Management and monitoring for Azure VMware Solution enterprise-scale scenario

Proper management and monitoring are critical to the success of Azure VMware Solution. This enterprise-scale scenario outlines important recommendations for the design of your environment. More guidance is available in the Azure enterprise-scale landing zone for management and monitoring.

Important

Monitoring of the platform is part of the Azure VMware Service, monitoring workloads or applications, utilization of components such as hosts memory, compute or storage, vCenter, NSX-Manager NSX edge VM's and vSAN or other datastore utilization are part of customer responsilbity. While Azure VMware does provide some out of box insights and examples given below, it is highly recommended customers keep leveraging existing monitoring or logging platforms in use on premises and where possible extend to cloud versions of such products to ensure uninterrupted operation of critical workloads.

As you plan your management and monitoring environment for Azure VMware Solution, it's critical to understand the shared responsibility matrix. The matrix shows which components Microsoft is responsible for, and which ones that you're responsible for managing and monitoring. Microsoft takes care of the ongoing maintenance, security, and management of cloud resources, leaving your company in charge of the things that matter most, like guest OS provisioning, applications, and virtual machines.

Important

To support Azure VMware Solution, it's important to follow the recommendations below to configure service health alerts.

Platform management and monitoring

Review the following considerations for platform management and monitoring of Azure VMware Solution.

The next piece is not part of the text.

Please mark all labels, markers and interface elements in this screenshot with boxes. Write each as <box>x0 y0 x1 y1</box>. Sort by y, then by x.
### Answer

Azure tooling considerations

  • Create alerts and dashboards for the metrics that are most important to your operations teams. See Configure alerts for Azure VMware Solution for available monitoring and alerting metrics. An example monitoring dashboard is available on GitHub.
  • vSAN storage is a limited resource that needs to be managed to maintain availability and performance. Familiarize yourself with Azure VMware Solution storage concepts. Use vSAN storage for guest virtual machine (VM) workloads only. Review the following design considerations to reduce unnecessary storage use on vSAN.
  • The Activity Log provides a record of operations performed within Azure. These operations include creation, updates, deletion, and special operations like listing credentials or keys. For example, Azure VMware Solution will emit a List PrivateClouds AdminCredentials whenever someone visits the Identity tab within the Azure portal or programmatically requests cloudadmin credentials. Alert rules can be configured to send notifications when specific activities are logged.
  • Azure VMware Solution uses a local identity provider. After deployment, use a single administrative user account for the initial Azure VMware Solution configurations. Integrating Azure VMware Solution with Active Directory allows traceability of actions to users. Review guidance from the identity portion of the landing zone.

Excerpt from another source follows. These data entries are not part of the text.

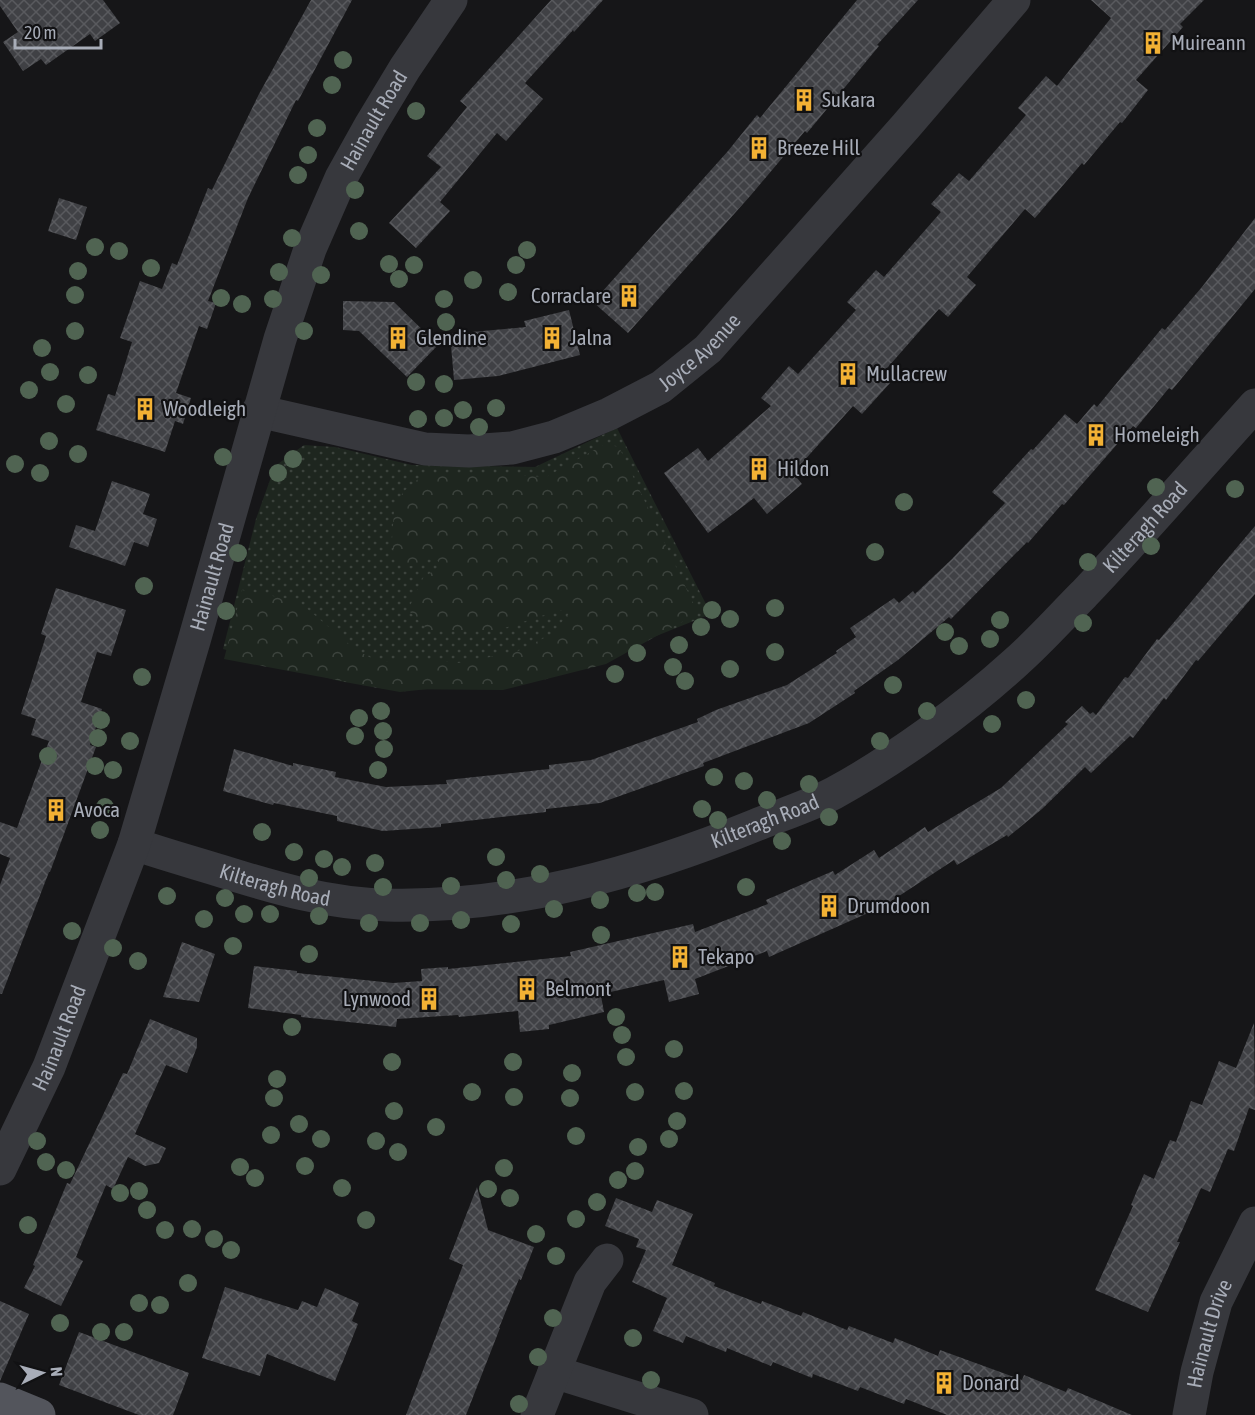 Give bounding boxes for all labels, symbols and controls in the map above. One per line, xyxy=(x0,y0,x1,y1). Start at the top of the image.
scale bar xyxy=(15,12,100,50)
text: 20 m xyxy=(24,22,56,43)
building icon: Muireann xyxy=(1140,30,1166,56)
place label: Muireann xyxy=(1171,30,1246,54)
street label: Hainault Road xyxy=(335,66,412,174)
building icon: Sukara xyxy=(791,87,817,113)
place label: Sukara xyxy=(822,87,876,111)
building icon: Breeze Hill xyxy=(746,135,772,161)
place label: Breeze Hill xyxy=(777,135,860,159)
place label: Corraclare xyxy=(531,283,611,307)
building icon: Corraclare xyxy=(616,283,642,309)
street label: Joyce Avenue xyxy=(653,308,745,395)
building icon: Glendine xyxy=(385,325,411,351)
place label: Glendine xyxy=(416,325,487,349)
building icon: Jalna xyxy=(539,325,565,351)
place label: Jalna xyxy=(570,325,612,349)
building icon: Mullacrew xyxy=(835,361,861,387)
place label: Mullacrew xyxy=(866,361,947,385)
building icon: Woodleigh xyxy=(132,396,158,422)
place label: Woodleigh xyxy=(163,396,246,420)
building icon: Homeleigh xyxy=(1083,422,1109,448)
place label: Homeleigh xyxy=(1114,422,1200,446)
building icon: Hildon xyxy=(746,456,772,482)
place label: Hildon xyxy=(777,456,829,480)
street label: Kilteragh Road xyxy=(1097,477,1192,577)
street label: Hainault Road xyxy=(184,520,238,634)
street label: Kilteragh Road xyxy=(707,789,822,853)
building icon: Avoca xyxy=(43,797,69,823)
place label: Avoca xyxy=(74,797,120,821)
street label: Kilteragh Road xyxy=(217,858,332,910)
building icon: Drumdoon xyxy=(816,893,842,919)
place label: Drumdoon xyxy=(847,893,930,917)
building icon: Tekapo xyxy=(667,944,693,970)
place label: Tekapo xyxy=(698,944,754,968)
building icon: Belmont xyxy=(514,976,540,1002)
place label: Belmont xyxy=(545,976,611,1000)
street label: Hainault Road xyxy=(26,981,90,1094)
place label: Lynwood xyxy=(343,986,411,1010)
building icon: Lynwood xyxy=(416,986,442,1012)
street label: Hainault Drive xyxy=(1181,1275,1236,1390)
north arrow xyxy=(12,1343,72,1403)
text: N xyxy=(48,1366,66,1377)
building icon: Donard xyxy=(931,1370,957,1396)
place label: Donard xyxy=(962,1370,1020,1394)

VMware tooling considerations

  • Consider VMware solutions like vRealize Operations Manager and vRealize Network Insights to provide a detailed understanding of the Azure VMware Solution platform. Customers can see monitoring data like vCenter Server events and flow logs for the NSX-T Data Center distributed firewall.
  • Metrics available in vRealize Operations are documented in VMware's vRealize Operations documentation.
  • Pull logging is currently supported by vRealize Log Insight for Azure VMware Solution. Only events, tasks, and alarms can be captured. Syslog pushing of unstructured data from hosts to vRealize isn't currently supported. SNMP Traps aren't supported.
  • While Microsoft monitors the health of vSAN, it's possible to utilize vCenter Server to query and monitor the performance of vSAN. Performance metrics can be viewed from a VM or backend perspective, showing average latency, IOPS, throughput, and outstanding IO through vCenter.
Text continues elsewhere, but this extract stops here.